_PROBLEM REQUIREMENTS:_ Some lines in the material below hold the word "they". Copy all of them.

_INFORMATION SUPPLIED:_
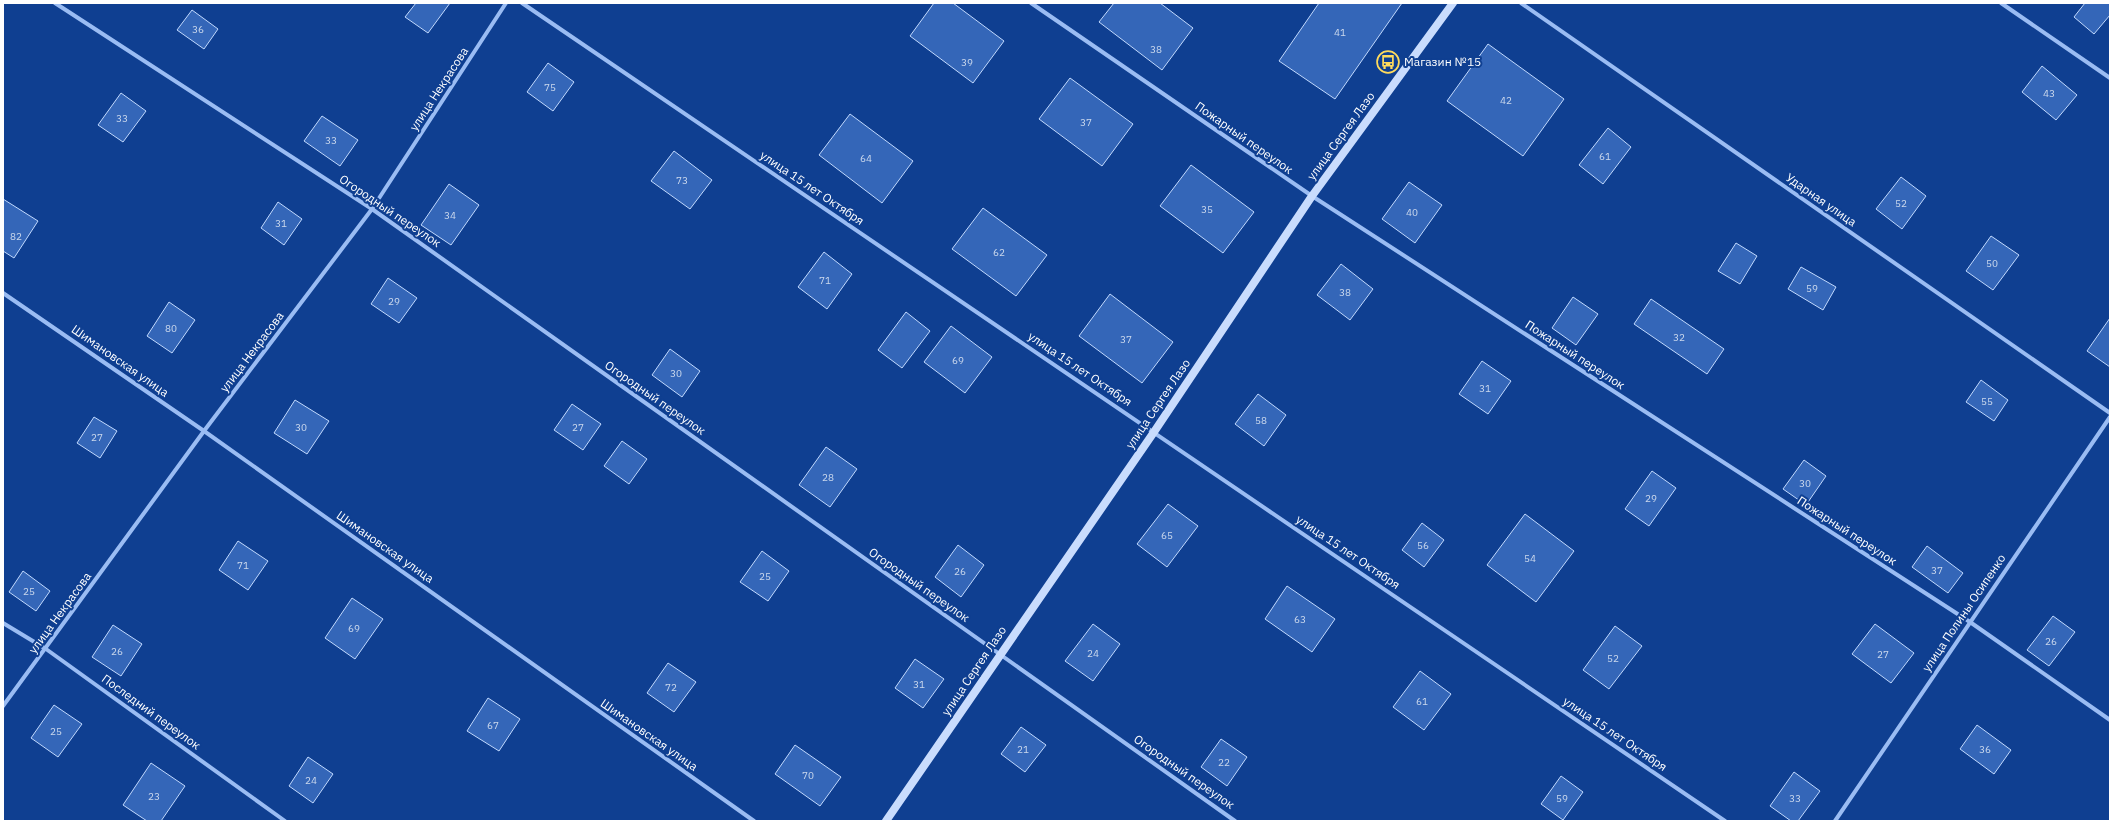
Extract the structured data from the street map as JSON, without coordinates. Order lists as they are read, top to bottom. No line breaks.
{"streets":{"main road":["улица Сергея Лазо"],"street":["улица Некрасова","Пожарный переулок","улица 15 лет Октября","Ударная улица","Огородный переулок","Шимановская улица","улица Полины Осипенко","Последний переулок"]},"crossings":[["улица Некрасова","Огородный переулок"],["улица Некрасова","Шимановская улица"],["улица Некрасова","Последний переулок"],["улица Сергея Лазо","Пожарный переулок"],["улица Сергея Лазо","улица 15 лет Октября"],["улица Сергея Лазо","Огородный переулок"],["Пожарный переулок","улица Полины Осипенко"]],"places":{"bus stop":["Магазин №15"]},"house_numbers":["36","41","38","39","75","43","42","33","37","33","61","64","73","52","35","40","34","31","82","62","50","71","59","38","29","80","32","37","69","30","31","55","58","30","27","27","28","30","29","65","56","54","71","37","26","25","25","63","69","26","26","24","27","52","31","72","61","67","25","21","36","22","70","24","23","59","33"]}
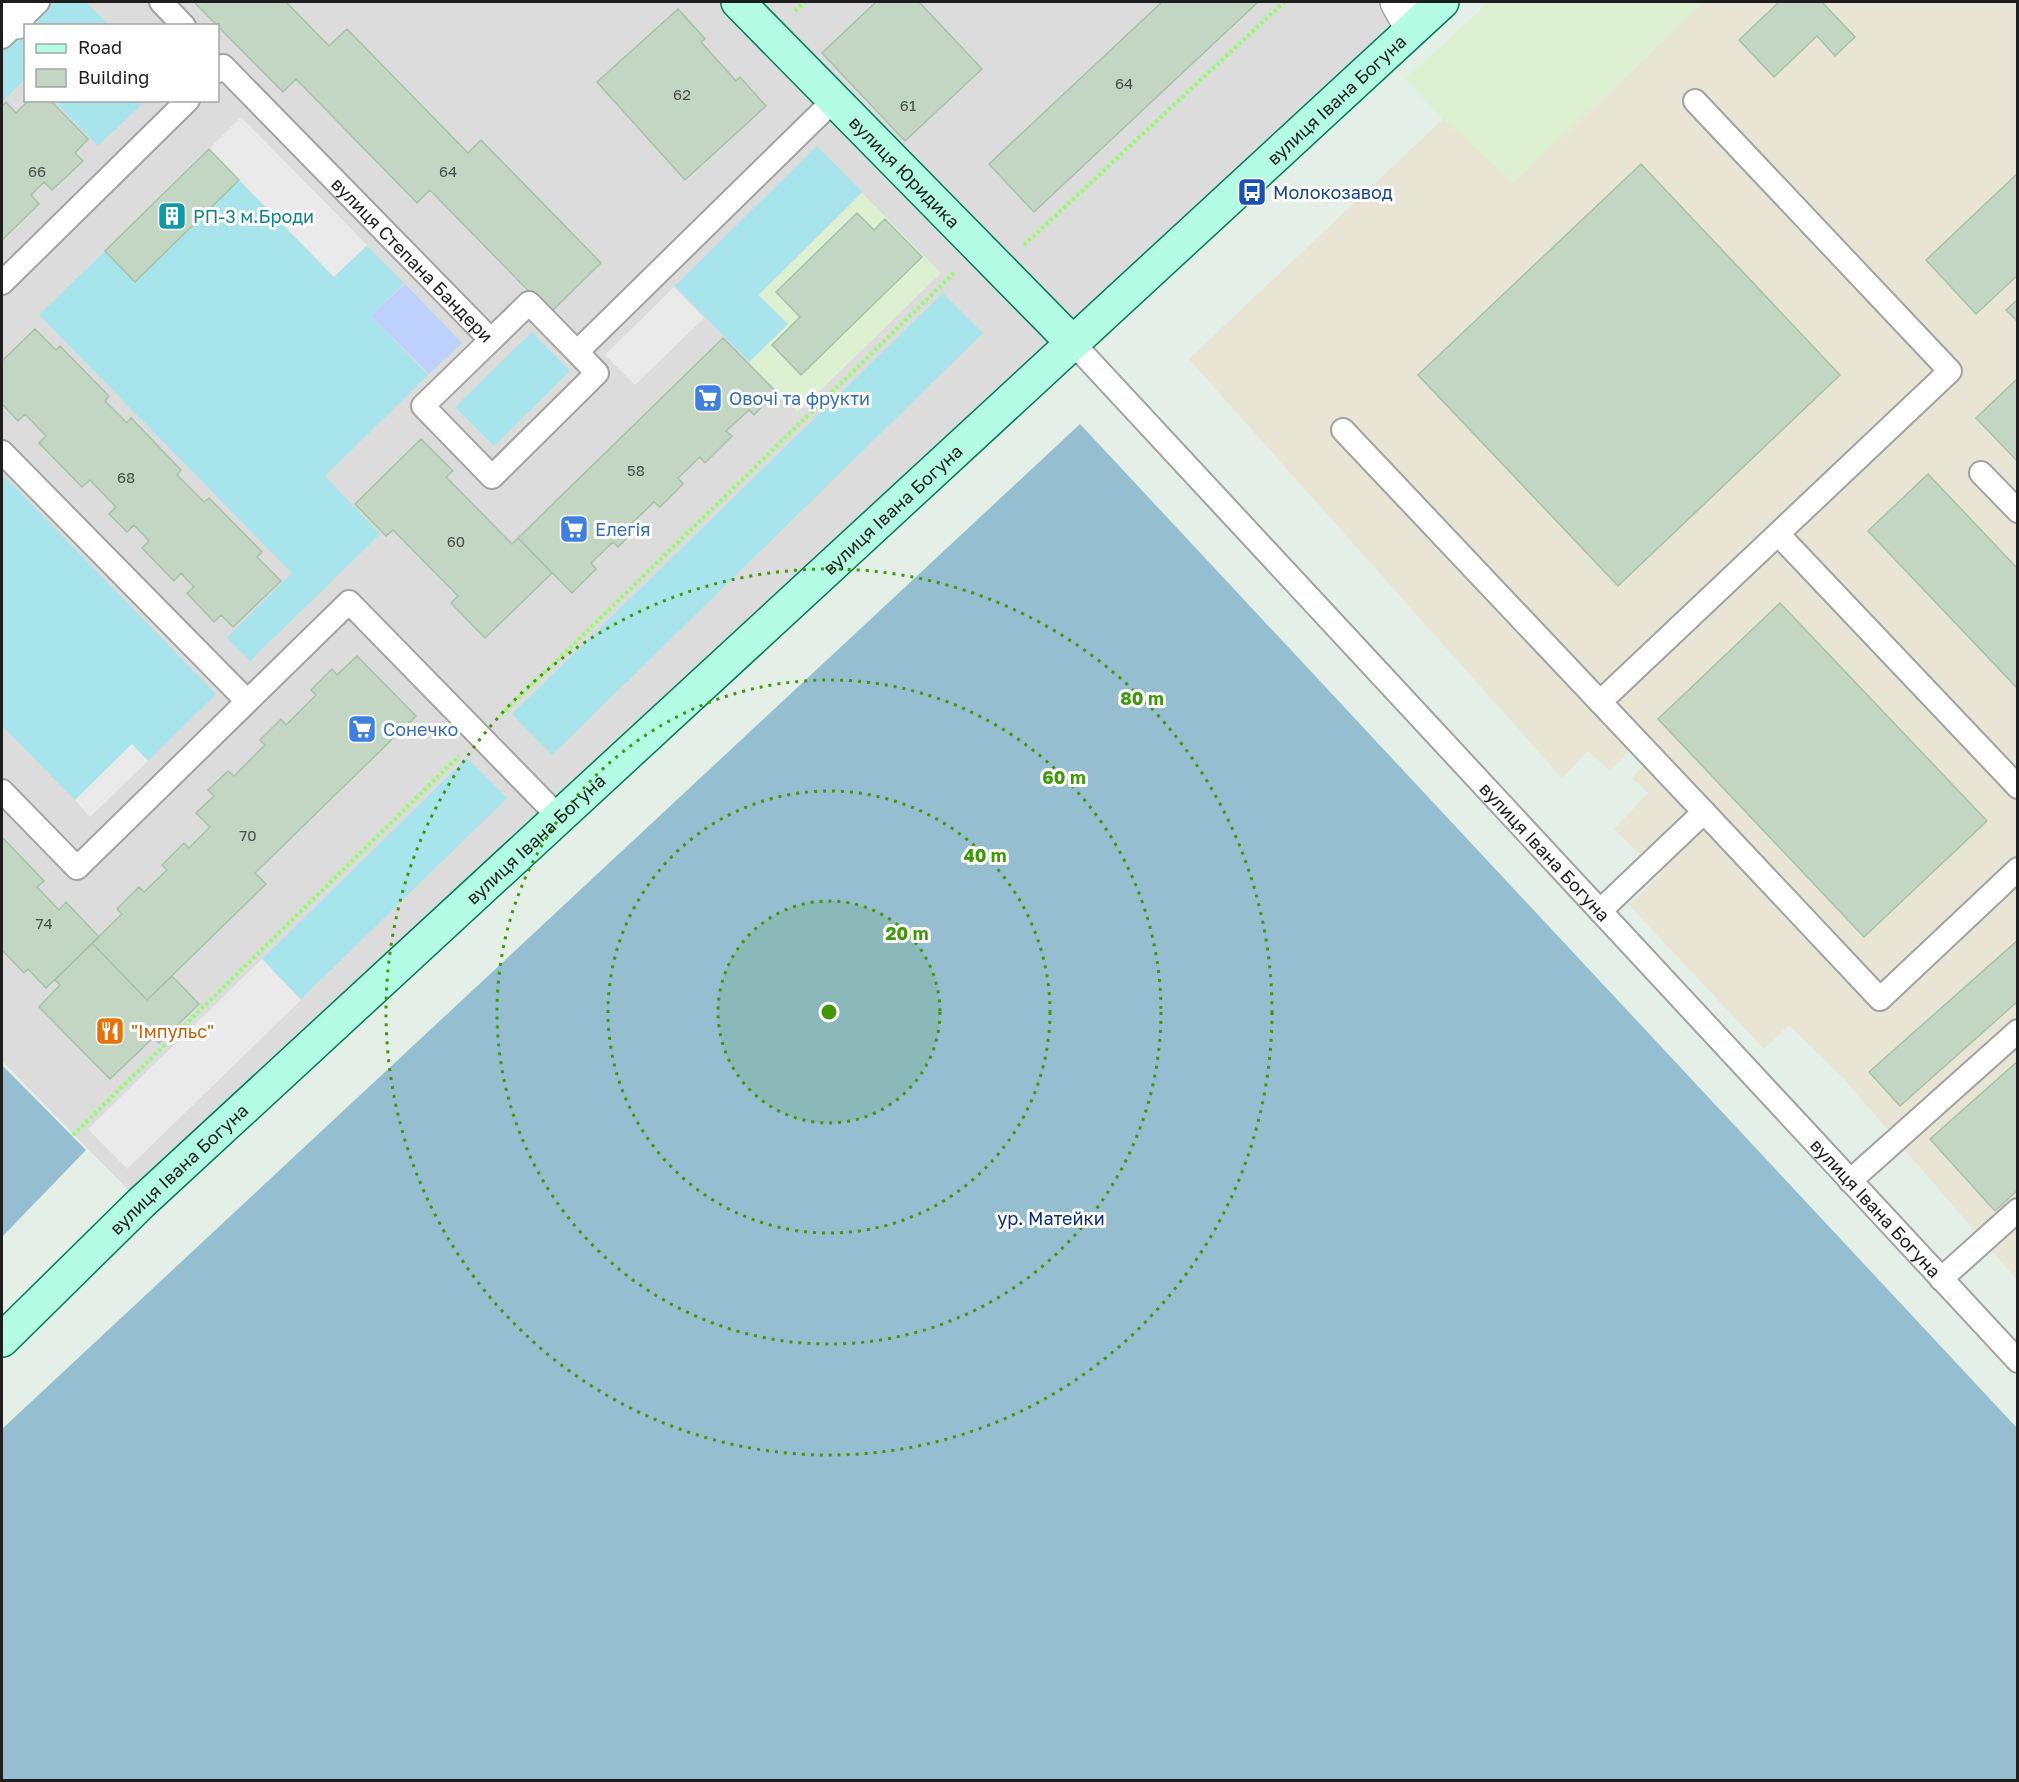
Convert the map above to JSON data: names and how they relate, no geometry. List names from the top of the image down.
{
  "streets": {
    "main road": ["вулиця Івана Богуна", "вулиця Юридика"],
    "lane": ["вулиця Степана Бандери"]
  },
  "crossings": [
    ["вулиця Івана Богуна", "вулиця Юридика"]
  ],
  "parks": ["ур. Матейки"],
  "places": {
    "bus stop": ["Молокозавод"],
    "building": ["РП-3 м.Броди"],
    "supermarket": ["Овочі та фрукти", "Елегія", "Сонечко"],
    "restaurant": ["\"Імпульс\""]
  },
  "house_numbers": [
    "64",
    "62",
    "61",
    "66",
    "64",
    "58",
    "68",
    "60",
    "70",
    "74"
  ],
  "legend": ["Road", "Building"],
  "rings": [
    "80 m",
    "60 m",
    "40 m",
    "20 m"
  ]
}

_WRITTEN RESPONSE:_
Extract the structured data from the street map as JSON, without coordinates. Order lists as they are read, top to bottom. No line breaks.
Convert the map above to JSON data: names and how they relate, no geometry. List names from the top of the image down.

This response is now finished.